There is a "perspective" in which you are "removing redundant information", but it's not the kind of redundancy that normalization addresses. You are replacing a table by other tables, but it's not normalization decomposition. Introduction of surrogates is not part of normalization. Normalization does not introduce new column names. It just reuses an original table's names in the tables that replace it. (Are you able to clearly and exactly describe just what you mean by "redundant" here?)
Sometimes people think that if the same subtuple of values can appear more than once in a column set or table then those subrow values need to be replaced by ids that are FKs to a new table that maps id values to subrow values. (Maybe even for single-column subrows, ie when a single value appears more than once in a column or table.) They think that multiple subrow value appearances are "redundant" or that only ids can repeat without being "redundant". (The id design is seen as a kind of data compression of the original.) They may think that this is part of normalization. None of this is so.

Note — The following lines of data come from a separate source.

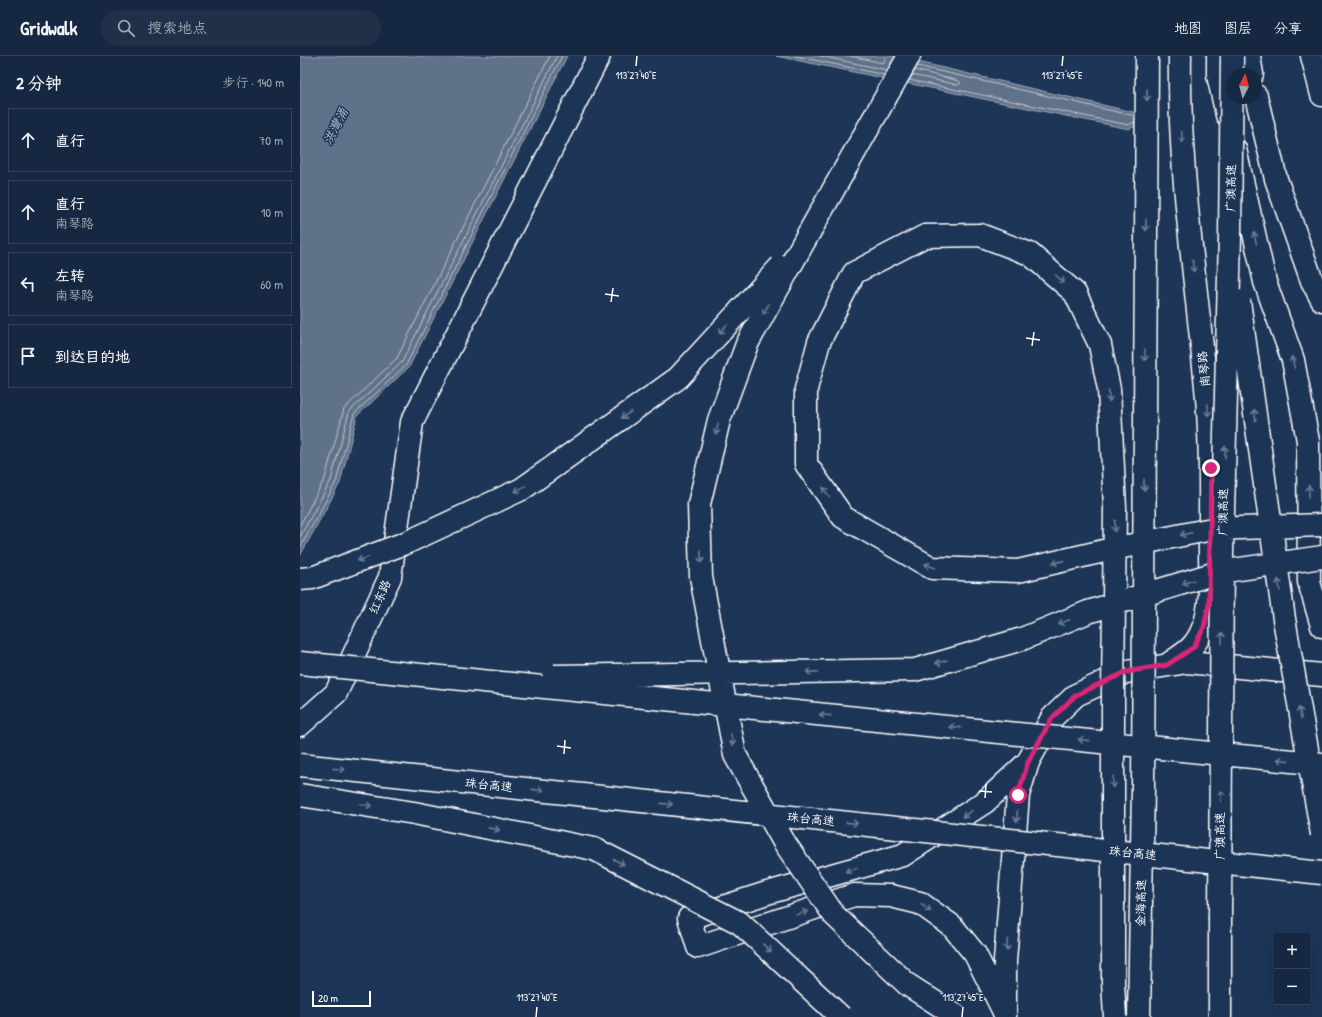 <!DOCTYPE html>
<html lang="zh">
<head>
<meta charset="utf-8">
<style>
	body { margin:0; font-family:"Patrick Hand","LXGW WenKai TC",sans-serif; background:#1f3048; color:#f1f3f6 }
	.controls { position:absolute; right:12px; bottom:12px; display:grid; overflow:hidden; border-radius:0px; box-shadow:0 4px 16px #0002 }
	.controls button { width:36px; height:36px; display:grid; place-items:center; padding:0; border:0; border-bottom:1px solid #35445a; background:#162841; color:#f1f3f6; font:20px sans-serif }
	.compass { position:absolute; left:926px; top:12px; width:36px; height:36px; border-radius:50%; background:#162841; box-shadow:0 4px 16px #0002; rotate:6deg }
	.scale { position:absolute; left:12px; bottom:10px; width:59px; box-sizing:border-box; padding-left:4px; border:2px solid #fff; border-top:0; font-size:11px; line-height:14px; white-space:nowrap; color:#fff; -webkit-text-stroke:3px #1d3557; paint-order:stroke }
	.stop { position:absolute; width:12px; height:12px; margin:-9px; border:3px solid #db2777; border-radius:50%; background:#fff }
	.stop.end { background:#db2777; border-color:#fff; box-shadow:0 1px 4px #0008 }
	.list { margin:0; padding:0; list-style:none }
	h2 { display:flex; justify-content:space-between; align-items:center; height:52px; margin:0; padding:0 16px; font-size:17px }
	h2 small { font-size:13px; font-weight:400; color:#9ea6b1 }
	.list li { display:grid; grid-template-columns:26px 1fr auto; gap:12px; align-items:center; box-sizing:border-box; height:64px; margin:0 8px 8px; padding:0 8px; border:1px solid #35445a; border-radius:0px }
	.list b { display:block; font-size:15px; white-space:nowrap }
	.list p { margin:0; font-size:13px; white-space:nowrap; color:#9ea6b1 }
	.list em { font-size:13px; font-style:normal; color:#9ea6b1 }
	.icon { flex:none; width:22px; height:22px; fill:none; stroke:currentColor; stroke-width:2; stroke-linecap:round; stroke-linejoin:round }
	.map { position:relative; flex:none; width:1022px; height:961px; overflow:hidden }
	header { display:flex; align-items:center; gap:24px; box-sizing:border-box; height:56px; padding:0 20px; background:#162841; border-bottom:1px solid #35445a }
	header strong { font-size:19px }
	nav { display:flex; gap:22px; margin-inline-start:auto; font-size:14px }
	.search { width:280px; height:36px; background:#1f3048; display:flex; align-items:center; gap:10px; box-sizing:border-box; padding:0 14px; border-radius:22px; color:#9ea6b1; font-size:15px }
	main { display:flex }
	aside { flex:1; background:#162841 }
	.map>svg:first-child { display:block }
	.water { fill:#617289; stroke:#a0aab8 }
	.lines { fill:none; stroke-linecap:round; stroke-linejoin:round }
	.shore { stroke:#c0c7d0; stroke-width:1 }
	.minor-casing { stroke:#fff; stroke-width:25 }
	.secondary-casing { stroke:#fff; stroke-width:25 }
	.primary-casing { stroke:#fff; stroke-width:25 }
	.motorway-casing { stroke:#fff; stroke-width:25 }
	.minor { stroke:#1d3557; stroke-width:22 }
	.secondary { stroke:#1d3557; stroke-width:22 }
	.primary { stroke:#1d3557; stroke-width:22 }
	.motorway { stroke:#1d3557; stroke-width:22 }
	.motorway-bridge-casing { stroke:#fff; stroke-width:25; stroke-linecap:butt }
	.motorway-bridge { stroke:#1d3557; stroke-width:22 }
	.oneway { stroke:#6c7c92 }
	.route { stroke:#db2777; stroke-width:5 }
	.ticks { fill:none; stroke:#fff; stroke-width:1.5 }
	.labels { text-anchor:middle; stroke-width:3; stroke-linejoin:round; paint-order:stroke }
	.street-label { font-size:12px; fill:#fff; stroke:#1d3557 }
	.water-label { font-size:13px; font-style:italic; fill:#b8c0ca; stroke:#1d3557 }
	.ticks-label { font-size:10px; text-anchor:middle; fill:#fff; stroke:#1d3557; stroke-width:3; stroke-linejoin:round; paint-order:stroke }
</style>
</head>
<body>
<header>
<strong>Gridwalk</strong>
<div class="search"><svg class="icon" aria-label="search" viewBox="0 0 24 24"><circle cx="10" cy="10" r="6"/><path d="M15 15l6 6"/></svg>搜索地点</div>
<nav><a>地图</a><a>图层</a><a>分享</a></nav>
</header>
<main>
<aside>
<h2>2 分钟<small>步行 · 140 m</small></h2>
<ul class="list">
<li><svg class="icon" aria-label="ahead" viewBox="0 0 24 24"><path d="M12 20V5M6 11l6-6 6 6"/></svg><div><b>直行</b></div><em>70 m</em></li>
<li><svg class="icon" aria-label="ahead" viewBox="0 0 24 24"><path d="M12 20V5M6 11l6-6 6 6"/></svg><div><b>直行</b><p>南琴路</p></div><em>10 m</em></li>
<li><svg class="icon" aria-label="left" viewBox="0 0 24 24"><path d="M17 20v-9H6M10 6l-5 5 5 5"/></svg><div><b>左转</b><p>南琴路</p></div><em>60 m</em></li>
<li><svg class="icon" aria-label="arrive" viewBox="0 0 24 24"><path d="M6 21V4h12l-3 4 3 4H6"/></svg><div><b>到达目的地</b></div></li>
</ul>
</aside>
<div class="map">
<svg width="1022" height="961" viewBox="0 0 1022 961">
	<rect width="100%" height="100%" fill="#1d3557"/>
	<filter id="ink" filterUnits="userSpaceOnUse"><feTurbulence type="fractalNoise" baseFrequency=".025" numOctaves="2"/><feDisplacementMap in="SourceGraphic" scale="8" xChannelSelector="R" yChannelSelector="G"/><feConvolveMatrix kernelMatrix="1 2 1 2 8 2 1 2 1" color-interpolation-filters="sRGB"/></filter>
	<g filter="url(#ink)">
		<path class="water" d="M0,0H267L109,311L57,360L40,427L0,500Z
			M476,0H592L837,57L846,65L829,73Z"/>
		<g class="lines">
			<path class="shore" d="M495,0L585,19
				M520,0L587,14
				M550,0L583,7L585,5V0
				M617,10L835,60
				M612,19L658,29L661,27L659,25L615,14
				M609,24L828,69L835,66
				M0,469L25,422L44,353L97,302L250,0
				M0,481L31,424L49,356L102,306L257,0
				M0,492L36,426L54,358L106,309L262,0"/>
			<defs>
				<path id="minor" d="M0,669L36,637L90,521L112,366L299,0
					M704,956L675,898L652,870L620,847L591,840L554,839L398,891L389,862L467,837L603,799L685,746L728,706"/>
				<path id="secondary" d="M949,0L952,18
					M956,40L976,123L1012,225L1022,244"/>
				<path id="primary" d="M918,0V19L927,59
					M935,93L965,226L993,304L1008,385L1009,526L1022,570
					M867,609C884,597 895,593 903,572C914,548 909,502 910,475C910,431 911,386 907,342C897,229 878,115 880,0
					M705,961V905L718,739L728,706L752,662L776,639L826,616L887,606L1022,619"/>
				<path id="motorway" d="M1012,0L1022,39
					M506,182L609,0
					M920,863V961"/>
			</defs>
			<use href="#minor" class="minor-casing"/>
			<use href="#secondary" class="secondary-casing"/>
			<use href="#primary" class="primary-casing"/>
			<use href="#motorway" class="motorway-casing"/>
			<use href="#minor" class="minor"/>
			<use href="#secondary" class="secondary"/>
			<use href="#primary" class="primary"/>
			<use href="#motorway" class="motorway"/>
			<defs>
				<path id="motorway-bridge" d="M506,182L447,288L419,364L399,448L401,521L435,699L484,786L534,859L608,929L658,961
					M939,245L984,563L1022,778
					M0,523L12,522L108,486L222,433L378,322L481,210
					M0,607L1022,708
					M254,620L615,614L722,583L788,556L919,516L1022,501
					M0,709L1022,817
					M0,739L114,757L294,793L440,867L541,961
					M920,863L922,496L930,180L932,0
					M815,961L813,926V638L815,452L809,333L800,289L775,237L730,198L680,179L625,180L554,217L519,286L506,333V408L543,461L632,512L718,515L808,494L912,473L1022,469
					M839,961L843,733L847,0"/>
			</defs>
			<use href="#motorway-bridge" class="motorway-bridge-casing"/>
			<use href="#motorway-bridge" class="motorway-bridge"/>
		</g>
		<defs><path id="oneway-shaft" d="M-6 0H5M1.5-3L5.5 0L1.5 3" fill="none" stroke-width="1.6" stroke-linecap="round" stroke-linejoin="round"/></defs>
		<g class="oneway">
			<use href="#oneway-shaft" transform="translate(847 39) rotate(90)"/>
			<use href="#oneway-shaft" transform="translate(882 81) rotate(86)"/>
			<use href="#oneway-shaft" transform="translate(846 169) rotate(90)"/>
			<use href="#oneway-shaft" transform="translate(955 182) rotate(-103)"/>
			<use href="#oneway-shaft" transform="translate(893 210) rotate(84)"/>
			<use href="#oneway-shaft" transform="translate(760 223) rotate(42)"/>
			<use href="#oneway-shaft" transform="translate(466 253) rotate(119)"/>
			<use href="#oneway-shaft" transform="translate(423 273) rotate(132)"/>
			<use href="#oneway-shaft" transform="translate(845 299) rotate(90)"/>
			<use href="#oneway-shaft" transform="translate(993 306) rotate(-103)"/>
			<use href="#oneway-shaft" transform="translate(809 340) rotate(87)"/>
			<use href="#oneway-shaft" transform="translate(908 354) rotate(87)"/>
			<use href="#oneway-shaft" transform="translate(326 359) rotate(145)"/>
			<use href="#oneway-shaft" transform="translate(955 359) rotate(-98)"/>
			<use href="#oneway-shaft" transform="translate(417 373) rotate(103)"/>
			<use href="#oneway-shaft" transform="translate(925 396) rotate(-89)"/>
			<use href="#oneway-shaft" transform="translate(844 429) rotate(90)"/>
			<use href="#oneway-shaft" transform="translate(220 433) rotate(151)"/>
			<use href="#oneway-shaft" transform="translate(1009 435) rotate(-91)"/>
			<use href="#oneway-shaft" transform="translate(526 436) rotate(-125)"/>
			<use href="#oneway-shaft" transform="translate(815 470) rotate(91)"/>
			<use href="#oneway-shaft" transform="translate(886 478) rotate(168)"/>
			<use href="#oneway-shaft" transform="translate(401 501) rotate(89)"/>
			<use href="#oneway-shaft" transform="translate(63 503) rotate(160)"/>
			<use href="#oneway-shaft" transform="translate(758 506) rotate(167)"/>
			<use href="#oneway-shaft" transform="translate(630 510) rotate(-160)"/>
			<use href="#oneway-shaft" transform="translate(888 526) rotate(163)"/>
			<use href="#oneway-shaft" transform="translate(979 529) rotate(-98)"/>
			<use href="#oneway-shaft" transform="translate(764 566) rotate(158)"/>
			<use href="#oneway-shaft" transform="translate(922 582) rotate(-90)"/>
			<use href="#oneway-shaft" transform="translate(641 606) rotate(164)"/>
			<use href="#oneway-shaft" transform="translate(512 616) rotate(179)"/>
			<use href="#oneway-shaft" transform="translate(1000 657) rotate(-100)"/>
			<use href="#oneway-shaft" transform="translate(525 659) rotate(-174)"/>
			<use href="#oneway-shaft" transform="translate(655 671) rotate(-174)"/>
			<use href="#oneway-shaft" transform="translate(432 684) rotate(79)"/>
			<use href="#oneway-shaft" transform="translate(784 684) rotate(-174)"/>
			<use href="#oneway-shaft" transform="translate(983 704) rotate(-174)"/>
			<use href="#oneway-shaft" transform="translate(39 713) rotate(6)"/>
			<use href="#oneway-shaft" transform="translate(813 726) rotate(90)"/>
			<use href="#oneway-shaft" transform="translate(238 734) rotate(6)"/>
			<use href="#oneway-shaft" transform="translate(921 740) rotate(-90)"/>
			<use href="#oneway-shaft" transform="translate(367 748) rotate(6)"/>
			<use href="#oneway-shaft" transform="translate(66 749) rotate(9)"/>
			<use href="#oneway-shaft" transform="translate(667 758) rotate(147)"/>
			<use href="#oneway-shaft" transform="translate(717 760) rotate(94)"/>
			<use href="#oneway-shaft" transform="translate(552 767) rotate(6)"/>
			<use href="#oneway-shaft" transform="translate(194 773) rotate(11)"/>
			<use href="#oneway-shaft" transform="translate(319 806) rotate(27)"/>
			<use href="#oneway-shaft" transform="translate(551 814) rotate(164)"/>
			<use href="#oneway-shaft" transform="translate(626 852) rotate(36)"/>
			<use href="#oneway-shaft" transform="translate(502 857) rotate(-18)"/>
			<use href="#oneway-shaft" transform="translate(707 889) rotate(94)"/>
			<use href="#oneway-shaft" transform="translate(467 892) rotate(43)"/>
		</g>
	</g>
	<g class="lines" filter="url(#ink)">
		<path class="route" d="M718,739L728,706L752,662L776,639L826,616L867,609L894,591L904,571L909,548L911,412"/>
	</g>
	<path class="ticks" d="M336,10L337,0M762,10L763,0M305,238L319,240M311,246L313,232M726,282L740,284M732,290L734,276M257,690L271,692M264,698L265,684M679,735L692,736M685,742L686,728M236,961L237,951M662,961L663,951"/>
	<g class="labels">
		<g class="street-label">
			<text transform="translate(931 132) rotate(-89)" y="4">广澳高速</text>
			<text transform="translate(904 313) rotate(-96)" y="4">南琴路</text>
			<text transform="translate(923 456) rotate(-89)" y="4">广澳高速</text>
			<text transform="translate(80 541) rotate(-66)" y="4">红东路</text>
			<text transform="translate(189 729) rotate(6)" y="4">珠台高速</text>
			<text transform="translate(511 763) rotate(6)" y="4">珠台高速</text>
			<text transform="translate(920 780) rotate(-90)" y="4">广澳高速</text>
			<text transform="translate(833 797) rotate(6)" y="4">珠台高速</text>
			<text transform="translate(841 847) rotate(-89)" y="4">金海高速</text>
		</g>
		<g class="water-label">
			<text transform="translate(35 70) rotate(-63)" y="5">洪灣涌</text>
		</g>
	</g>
	<g class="ticks-label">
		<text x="336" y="23">113°27'40"E</text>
		<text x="762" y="23">113°27'45"E</text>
		<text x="237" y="945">113°27'40"E</text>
		<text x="663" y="945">113°27'45"E</text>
	</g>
</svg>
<div class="controls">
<button>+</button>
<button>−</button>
</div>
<svg class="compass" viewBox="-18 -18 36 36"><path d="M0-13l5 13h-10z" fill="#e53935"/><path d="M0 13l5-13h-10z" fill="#9ea6b1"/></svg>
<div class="scale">20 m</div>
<div class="stop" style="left:718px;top:739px"></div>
<div class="stop end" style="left:911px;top:412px"></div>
</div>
</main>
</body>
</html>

This is not redundancy that you should bother to address via table design. If you know the implementation options of your tables by the DBMS and you know the usage patterns of your application and you know that the original is demonstrably and meaningfully worse than some option that happens to be "less redundant" (and why wouldn't a "more redundant" option be better?) then you should tell the DBMS what option you want for your design without changing the schema if you can. (This is typically done via indexes and/or views.) Eg indexing your original Product_Color on ColorId leads to essentially the same structure in the implementation as you have created by hand in your second design, but automatically generated and managed. (You might introduce surrogates for other reasons, eg to replace multiple-column foreign keys by more concise although more obscurely valued and constrained ones.)
Re options: Your new design will use more operations (eg joins and projections) in query text and (for typical DBMS implementations) execution than the original (eg to query for the original table) but fewer elsewhere (eg in copying one product's colour set to another's). So again it is all about tradeoffs of multiple "perspectives".
In fact you have in another sense introduced redundancy with the surrogates. There are additional columns holding a bunch of id values that are not in the original yet that record the same situations. You have also burdened the user with a design with more naming and indirections. The surrogate design certainly has a lot of "redundant information" in this "perspective" compared to the original.
Even your starting design has probably introduced surrogates, namely colour ids of colour names. (If colour ids added "information", ie "informed" you beyond just their associated names, then they would not be surrogates and would be necessary.) Ie if colour ids are chosen arbitrarily then you could just have:
Product_Color
+-------------+-------------+
| Product* | ColorName* |
+-------------+-------------+
| 1 | Blue |
| 1 | Green |
| 2 | Blue |
| 2 | Green |
+-------------+-------------+
You should have a reason to introduce colour ids, and for that matter product ids, rather than natural keys already existing. Can you justify your multiple tables, names and indirections vs just one?